(What you need to do):
Where a line in the records holds "look", count it once; return only the final number.
============================================================
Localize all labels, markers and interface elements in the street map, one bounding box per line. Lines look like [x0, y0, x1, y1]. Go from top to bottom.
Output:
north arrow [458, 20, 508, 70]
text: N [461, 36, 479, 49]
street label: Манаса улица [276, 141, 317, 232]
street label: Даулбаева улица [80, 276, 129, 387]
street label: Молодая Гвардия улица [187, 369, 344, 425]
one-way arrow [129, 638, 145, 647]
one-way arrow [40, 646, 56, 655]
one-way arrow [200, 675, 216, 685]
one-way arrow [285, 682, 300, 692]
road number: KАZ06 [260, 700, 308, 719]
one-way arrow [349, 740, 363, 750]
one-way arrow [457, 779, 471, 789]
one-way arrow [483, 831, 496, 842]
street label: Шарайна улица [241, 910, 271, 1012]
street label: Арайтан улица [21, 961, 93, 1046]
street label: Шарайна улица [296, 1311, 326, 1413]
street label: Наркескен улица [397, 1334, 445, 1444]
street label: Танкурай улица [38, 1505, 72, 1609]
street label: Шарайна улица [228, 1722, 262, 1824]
============================================================
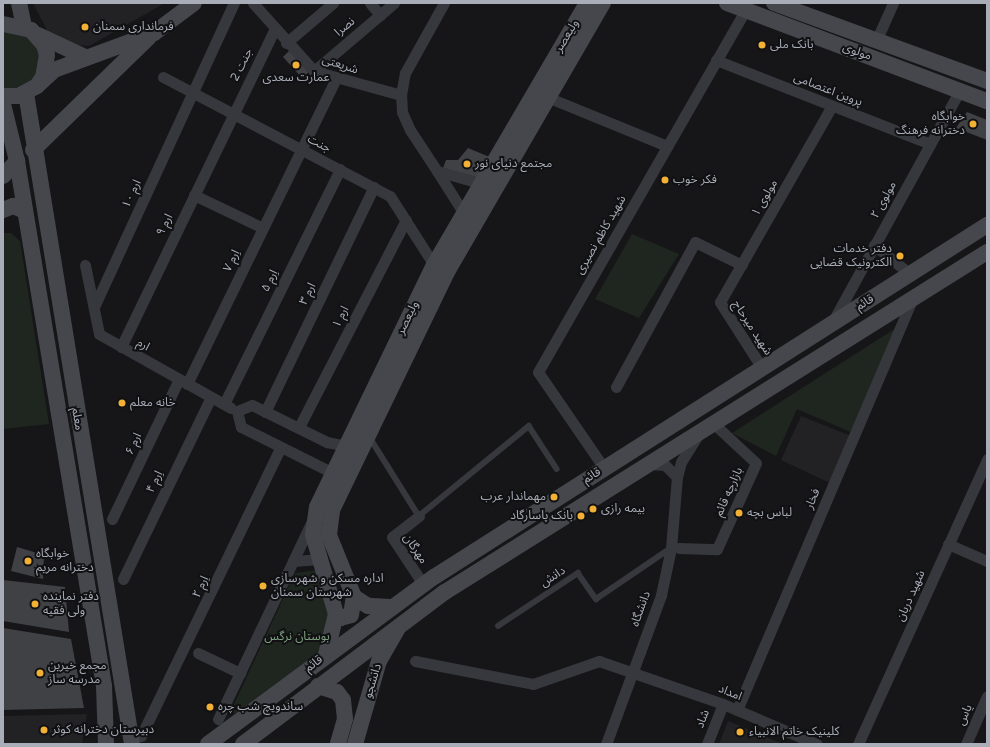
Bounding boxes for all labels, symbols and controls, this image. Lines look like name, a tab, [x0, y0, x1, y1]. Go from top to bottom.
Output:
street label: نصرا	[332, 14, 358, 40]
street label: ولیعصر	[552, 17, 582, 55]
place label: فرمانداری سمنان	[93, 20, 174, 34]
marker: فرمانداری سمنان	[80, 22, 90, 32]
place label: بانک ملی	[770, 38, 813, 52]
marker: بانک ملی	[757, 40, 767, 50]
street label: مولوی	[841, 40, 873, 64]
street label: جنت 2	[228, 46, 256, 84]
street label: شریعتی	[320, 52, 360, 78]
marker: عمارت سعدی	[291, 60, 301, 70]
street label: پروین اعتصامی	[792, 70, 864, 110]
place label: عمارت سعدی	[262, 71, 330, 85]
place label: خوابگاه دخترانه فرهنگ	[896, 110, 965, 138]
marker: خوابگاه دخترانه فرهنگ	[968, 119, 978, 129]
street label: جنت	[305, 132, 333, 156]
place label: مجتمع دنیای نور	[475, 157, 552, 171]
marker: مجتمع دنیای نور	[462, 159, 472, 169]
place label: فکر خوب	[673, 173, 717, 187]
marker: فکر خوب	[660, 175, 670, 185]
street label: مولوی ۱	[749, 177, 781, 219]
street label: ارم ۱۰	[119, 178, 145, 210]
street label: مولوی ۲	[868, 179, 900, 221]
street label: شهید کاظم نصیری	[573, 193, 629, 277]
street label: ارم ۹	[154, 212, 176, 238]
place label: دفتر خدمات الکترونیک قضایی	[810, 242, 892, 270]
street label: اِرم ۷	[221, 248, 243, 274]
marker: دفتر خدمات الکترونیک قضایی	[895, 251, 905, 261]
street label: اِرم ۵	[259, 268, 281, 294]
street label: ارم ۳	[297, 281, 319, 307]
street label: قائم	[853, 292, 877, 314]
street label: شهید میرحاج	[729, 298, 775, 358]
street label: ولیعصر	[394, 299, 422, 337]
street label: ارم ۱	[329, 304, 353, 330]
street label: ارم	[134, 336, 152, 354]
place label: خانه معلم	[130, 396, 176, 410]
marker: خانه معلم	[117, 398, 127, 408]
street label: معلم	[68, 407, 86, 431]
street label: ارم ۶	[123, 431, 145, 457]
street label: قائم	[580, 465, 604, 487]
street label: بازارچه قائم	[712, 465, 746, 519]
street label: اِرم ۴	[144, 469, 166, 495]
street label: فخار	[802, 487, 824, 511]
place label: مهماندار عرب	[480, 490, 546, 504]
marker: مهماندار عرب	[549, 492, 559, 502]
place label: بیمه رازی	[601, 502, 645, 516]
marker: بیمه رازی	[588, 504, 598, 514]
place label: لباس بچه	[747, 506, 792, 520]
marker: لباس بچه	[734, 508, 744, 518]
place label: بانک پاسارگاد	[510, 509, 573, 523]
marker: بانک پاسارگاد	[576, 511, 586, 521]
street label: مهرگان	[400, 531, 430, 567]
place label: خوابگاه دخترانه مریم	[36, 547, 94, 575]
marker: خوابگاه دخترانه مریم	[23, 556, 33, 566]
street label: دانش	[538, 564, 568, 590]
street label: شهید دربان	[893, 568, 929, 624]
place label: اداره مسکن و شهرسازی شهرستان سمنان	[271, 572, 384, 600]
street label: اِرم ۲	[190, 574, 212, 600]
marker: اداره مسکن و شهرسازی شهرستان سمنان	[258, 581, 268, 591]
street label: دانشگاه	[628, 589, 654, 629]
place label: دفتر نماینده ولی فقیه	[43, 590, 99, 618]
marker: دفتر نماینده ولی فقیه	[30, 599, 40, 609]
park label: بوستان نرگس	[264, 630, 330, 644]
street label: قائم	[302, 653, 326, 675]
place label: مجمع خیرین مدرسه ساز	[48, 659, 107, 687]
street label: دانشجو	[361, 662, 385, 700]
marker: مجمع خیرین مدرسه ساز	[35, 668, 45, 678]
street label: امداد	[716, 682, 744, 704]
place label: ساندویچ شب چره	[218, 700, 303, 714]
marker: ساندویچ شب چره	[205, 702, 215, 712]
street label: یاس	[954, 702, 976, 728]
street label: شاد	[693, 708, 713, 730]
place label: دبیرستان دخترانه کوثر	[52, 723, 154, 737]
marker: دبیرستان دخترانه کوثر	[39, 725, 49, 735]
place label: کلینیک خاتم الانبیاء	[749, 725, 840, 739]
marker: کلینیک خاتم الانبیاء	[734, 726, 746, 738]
============================================================
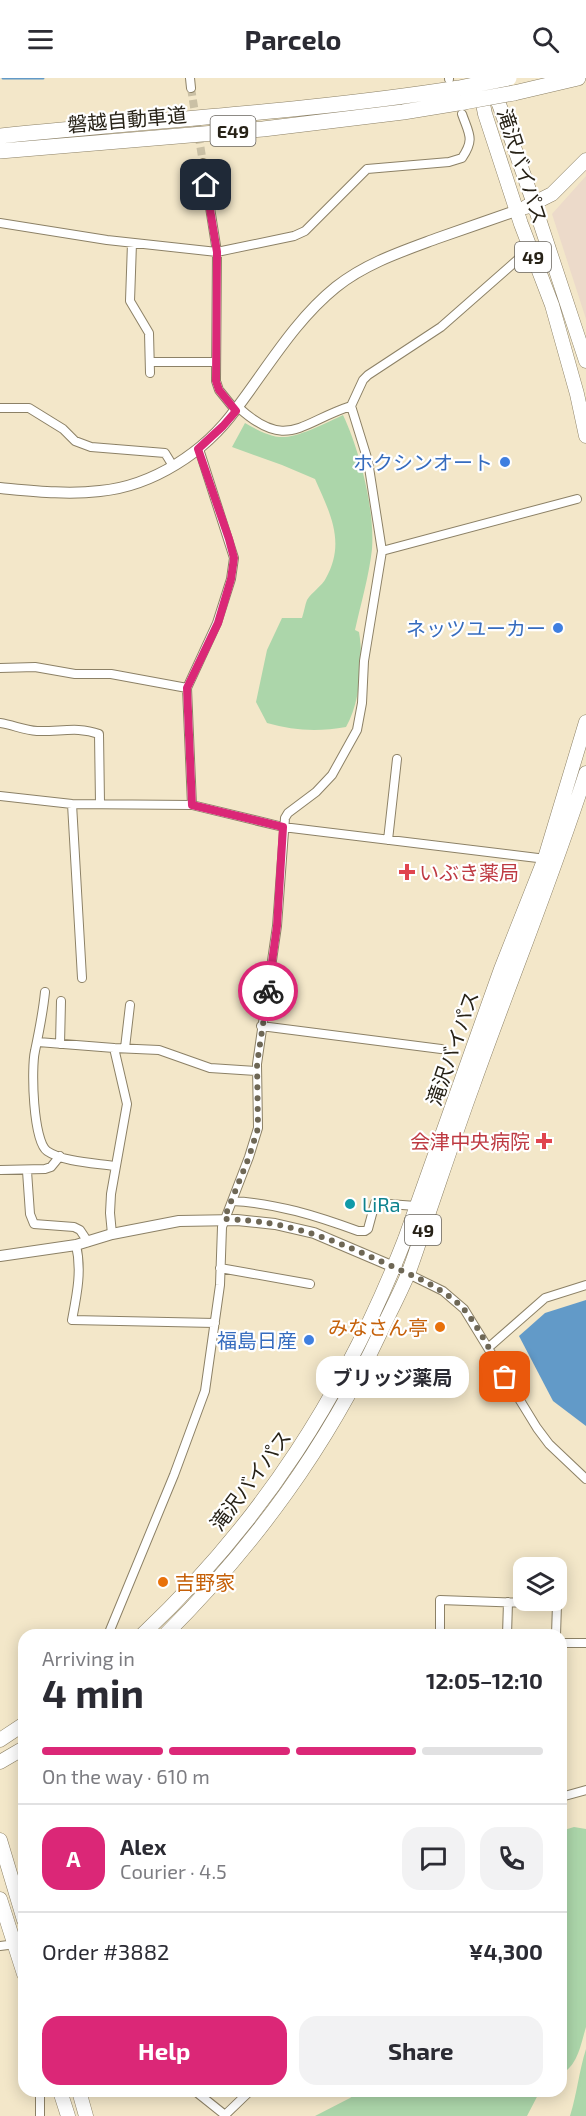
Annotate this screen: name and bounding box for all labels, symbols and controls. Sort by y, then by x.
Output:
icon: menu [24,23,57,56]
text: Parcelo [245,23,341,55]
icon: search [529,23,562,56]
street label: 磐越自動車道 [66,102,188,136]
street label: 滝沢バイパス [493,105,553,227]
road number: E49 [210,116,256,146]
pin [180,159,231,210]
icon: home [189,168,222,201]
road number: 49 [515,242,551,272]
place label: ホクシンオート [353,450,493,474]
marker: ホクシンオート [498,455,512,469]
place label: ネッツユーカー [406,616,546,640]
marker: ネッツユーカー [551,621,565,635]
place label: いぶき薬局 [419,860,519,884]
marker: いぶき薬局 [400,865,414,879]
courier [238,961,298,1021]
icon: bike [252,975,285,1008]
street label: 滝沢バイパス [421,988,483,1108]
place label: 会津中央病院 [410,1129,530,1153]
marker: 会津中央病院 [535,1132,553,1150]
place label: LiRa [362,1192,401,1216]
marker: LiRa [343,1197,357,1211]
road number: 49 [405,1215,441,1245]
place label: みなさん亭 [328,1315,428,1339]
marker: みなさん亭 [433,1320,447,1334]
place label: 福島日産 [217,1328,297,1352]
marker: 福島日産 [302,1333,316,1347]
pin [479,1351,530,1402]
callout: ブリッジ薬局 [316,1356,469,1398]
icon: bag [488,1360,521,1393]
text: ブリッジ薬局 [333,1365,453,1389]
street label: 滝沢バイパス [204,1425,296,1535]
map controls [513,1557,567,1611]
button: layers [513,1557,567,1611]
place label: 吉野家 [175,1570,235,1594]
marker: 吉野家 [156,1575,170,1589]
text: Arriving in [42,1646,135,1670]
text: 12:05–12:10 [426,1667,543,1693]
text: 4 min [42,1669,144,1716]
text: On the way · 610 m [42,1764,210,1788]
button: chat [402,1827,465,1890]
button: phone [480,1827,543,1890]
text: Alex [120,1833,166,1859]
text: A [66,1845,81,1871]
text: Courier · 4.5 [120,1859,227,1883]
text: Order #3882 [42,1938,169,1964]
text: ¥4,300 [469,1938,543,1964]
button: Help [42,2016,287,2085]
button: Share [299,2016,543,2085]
============================================================
(Written answer):
2